Lorsque la loi Porcia eut aboli l’usage de battre de verges les citoyens, et de les réduire en servitude, le voleur manifeste fut condamné au quadruple 1 ; et on continua à punir du double le voleur non manifeste.
Il paraît bizarre que ces lois missent une telle différence dans la qualité de ces deux crimes, et dans la peine qu’elles infligeaient : en effet, que le voleur fût surpris avant ou après avoir porté le vol dans le lieu de sa destination, c’était une circonstance qui ne changeait point la nature du crime 2 . Je ne saurais douter que toute la théorie des lois romaines sur le vol ne fût tirée des institutions lacédémoniennes 3 . Lycurgue, dans la vue de donner à ses citoyens de l’adresse, de la ruse, et de l’activité, voulut qu’on exerçât les enfants au larcin, et qu’on fouettât rudement ceux qui s’y laisseraient surprendre : cela établit chez les Grecs, et ensuite chez les Romains, une grande différence entre le vol manifeste et le vol non manifeste 4 .
Chez les Romains, l’esclave qui avait volé était précipité de la roche Tarpéienne. Là il n’était point question des institutions lacédémoniennes ; les lois de Lycurgue sur le vol n’avaient point été faites pour les esclaves ; c’était les suivre que de s’en écarter en ce point.
A Rome, lorsque un impubère avait été surpris dans le vol, le préteur le faisait battre de verges à sa volonté, comme on faisait à Lacédémone. Tout ceci venait de plus loin. Les Lacédémoniens avaient tiré ces usages des Crétois ; et Platon 5 , qui veut prouver que les institutions des Crétois étaient faites pour la guerre, cite celle-ci : « la faculté de supporter la douleur dans les combats particuliers, et dans les larcins qui obligent de se cacher 6 ».
Comme les lois civiles dépendent des lois politiques, parce que c’est toujours pour une société qu’elles sont faites 7 ; il serait bon que, quand on veut porter une loi civile d’une nation chez une autre, on examinât auparavant si elles ont toutes les deux les mêmes institutions et le même droit politique.
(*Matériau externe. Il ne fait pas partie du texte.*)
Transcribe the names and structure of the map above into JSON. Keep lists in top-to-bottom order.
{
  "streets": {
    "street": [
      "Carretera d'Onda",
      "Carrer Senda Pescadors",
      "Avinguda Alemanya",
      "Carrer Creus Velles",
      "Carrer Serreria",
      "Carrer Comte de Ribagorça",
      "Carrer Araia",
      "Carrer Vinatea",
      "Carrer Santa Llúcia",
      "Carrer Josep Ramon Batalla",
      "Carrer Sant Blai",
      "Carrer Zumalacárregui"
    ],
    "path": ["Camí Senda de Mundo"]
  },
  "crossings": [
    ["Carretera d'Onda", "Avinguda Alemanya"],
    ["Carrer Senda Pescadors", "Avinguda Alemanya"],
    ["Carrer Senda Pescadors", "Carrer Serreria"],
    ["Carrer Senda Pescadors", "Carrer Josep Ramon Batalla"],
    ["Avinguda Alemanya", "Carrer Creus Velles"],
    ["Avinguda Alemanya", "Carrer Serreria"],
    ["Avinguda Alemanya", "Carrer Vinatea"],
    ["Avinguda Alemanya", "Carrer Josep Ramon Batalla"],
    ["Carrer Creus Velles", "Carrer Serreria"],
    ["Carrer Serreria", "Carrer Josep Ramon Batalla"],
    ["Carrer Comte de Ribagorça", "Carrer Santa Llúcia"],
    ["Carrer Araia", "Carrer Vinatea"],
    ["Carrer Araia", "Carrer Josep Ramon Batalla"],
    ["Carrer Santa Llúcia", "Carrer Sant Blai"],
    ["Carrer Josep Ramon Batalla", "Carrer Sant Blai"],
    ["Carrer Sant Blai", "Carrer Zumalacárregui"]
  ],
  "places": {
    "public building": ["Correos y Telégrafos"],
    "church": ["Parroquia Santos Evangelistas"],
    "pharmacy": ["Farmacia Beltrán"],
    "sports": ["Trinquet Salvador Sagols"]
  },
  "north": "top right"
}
Ainsi, lorsque les lois sur le vol passèrent des Crétois aux Lacédémoniens, comme elles y passèrent avec le gouvernement et la constitution même, ces lois furent aussi sensées chez un de ces peuples qu’elles l’étaient chez l’autre. Mais, lorsque de Lacédémone elles furent portées à Rome 8 , comme elles n’y trouvèrent pas la même constitution, elles y furent toujours étrangères, et n’eurent aucune liaison avec les autres lois civiles des Romains.
a A. B. Elles ont été faites.
1 Voyez ce que dit Favorinus sur Aulugelle, liv. XX, ch. I. (M.)
2 Non, mais cela changeait la force de la preuve.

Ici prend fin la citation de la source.